▸ WHAT YOU SHOULD DO:
Please give again every entry exactly as it appears, setting aside the pictures.
☆ ☆ ☆ ☆ ☆ ☆ ☆
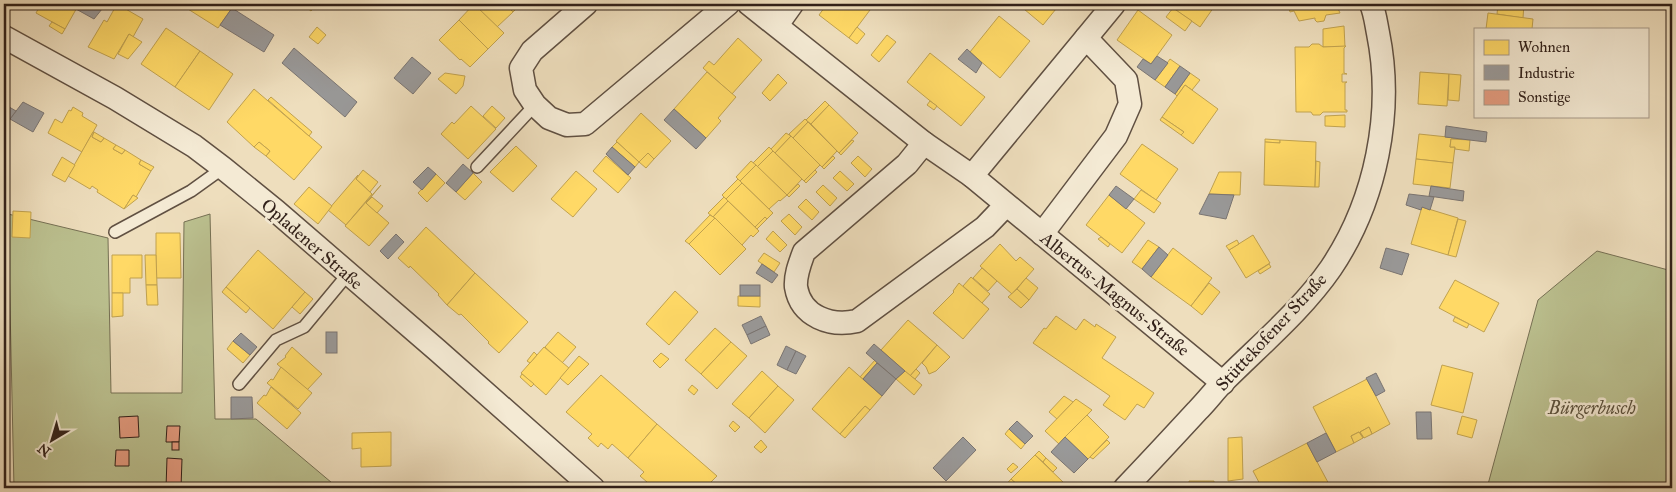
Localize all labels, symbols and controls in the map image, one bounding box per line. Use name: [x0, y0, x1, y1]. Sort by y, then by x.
legend: [1474, 28, 1648, 118]
text: Wohnen: [1518, 38, 1570, 56]
text: Industrie: [1518, 64, 1575, 82]
text: Sonstige: [1518, 88, 1571, 106]
street label: Opladener Straße: [257, 194, 367, 294]
street label: Albertus-Magnus-Straße: [1035, 226, 1194, 362]
street label: Stüttekofener Straße: [1211, 269, 1331, 395]
park label: Bürgerbusch: [1547, 397, 1636, 419]
north arrow: [28, 414, 78, 464]
text: N: [34, 439, 54, 460]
☆ ☆ ☆ ☆ ☆ ☆ ☆
▸ TASK SOLUTION:
Localize all labels, symbols and controls in the map image, one bounding box per line. Use name: [x0, y0, x1, y1]. Sort by y, then by x.
legend: [1474, 28, 1648, 118]
text: Wohnen: [1518, 38, 1570, 56]
text: Industrie: [1518, 64, 1575, 82]
text: Sonstige: [1518, 88, 1571, 106]
street label: Opladener Straße: [257, 194, 367, 294]
street label: Albertus-Magnus-Straße: [1035, 226, 1194, 362]
street label: Stüttekofener Straße: [1211, 269, 1331, 395]
park label: Bürgerbusch: [1547, 397, 1636, 419]
north arrow: [28, 414, 78, 464]
text: N: [34, 439, 54, 460]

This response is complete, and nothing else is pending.